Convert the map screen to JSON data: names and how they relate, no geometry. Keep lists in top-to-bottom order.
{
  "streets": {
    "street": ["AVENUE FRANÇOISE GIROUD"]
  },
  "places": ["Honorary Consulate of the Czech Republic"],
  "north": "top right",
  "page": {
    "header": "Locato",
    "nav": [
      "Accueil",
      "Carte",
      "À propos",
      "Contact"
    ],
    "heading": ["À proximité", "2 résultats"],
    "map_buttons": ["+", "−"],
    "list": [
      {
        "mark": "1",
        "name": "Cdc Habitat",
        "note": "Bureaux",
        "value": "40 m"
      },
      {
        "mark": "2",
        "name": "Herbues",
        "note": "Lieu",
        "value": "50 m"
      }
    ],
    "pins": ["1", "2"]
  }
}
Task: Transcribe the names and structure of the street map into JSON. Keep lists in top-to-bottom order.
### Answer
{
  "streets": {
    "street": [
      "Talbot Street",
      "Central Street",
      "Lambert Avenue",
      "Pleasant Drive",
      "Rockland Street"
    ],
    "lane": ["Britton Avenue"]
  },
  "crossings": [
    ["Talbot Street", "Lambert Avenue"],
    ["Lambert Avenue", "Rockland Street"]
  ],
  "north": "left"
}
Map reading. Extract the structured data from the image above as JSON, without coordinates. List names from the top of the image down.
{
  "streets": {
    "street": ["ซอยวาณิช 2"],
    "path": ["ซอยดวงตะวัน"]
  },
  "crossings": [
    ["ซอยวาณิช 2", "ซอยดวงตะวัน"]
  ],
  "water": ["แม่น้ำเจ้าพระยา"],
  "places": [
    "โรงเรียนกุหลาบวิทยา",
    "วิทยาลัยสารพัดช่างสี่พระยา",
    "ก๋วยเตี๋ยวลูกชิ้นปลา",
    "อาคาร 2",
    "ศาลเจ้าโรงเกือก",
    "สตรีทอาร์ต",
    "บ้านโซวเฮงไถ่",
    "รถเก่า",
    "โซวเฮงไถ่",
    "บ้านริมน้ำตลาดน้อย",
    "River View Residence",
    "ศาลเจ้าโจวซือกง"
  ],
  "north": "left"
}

BRIEF » From the line containing "Map reading. Extract" down to the last line of the listing above, give every line again exactly, and add nothing.

YOUR SOLUTION »
Map reading. Extract the structured data from the image above as JSON, without coordinates. List names from the top of the image down.
{
  "streets": {
    "street": ["ซอยวาณิช 2"],
    "path": ["ซอยดวงตะวัน"]
  },
  "crossings": [
    ["ซอยวาณิช 2", "ซอยดวงตะวัน"]
  ],
  "water": ["แม่น้ำเจ้าพระยา"],
  "places": [
    "โรงเรียนกุหลาบวิทยา",
    "วิทยาลัยสารพัดช่างสี่พระยา",
    "ก๋วยเตี๋ยวลูกชิ้นปลา",
    "อาคาร 2",
    "ศาลเจ้าโรงเกือก",
    "สตรีทอาร์ต",
    "บ้านโซวเฮงไถ่",
    "รถเก่า",
    "โซวเฮงไถ่",
    "บ้านริมน้ำตลาดน้อย",
    "River View Residence",
    "ศาลเจ้าโจวซือกง"
  ],
  "north": "left"
}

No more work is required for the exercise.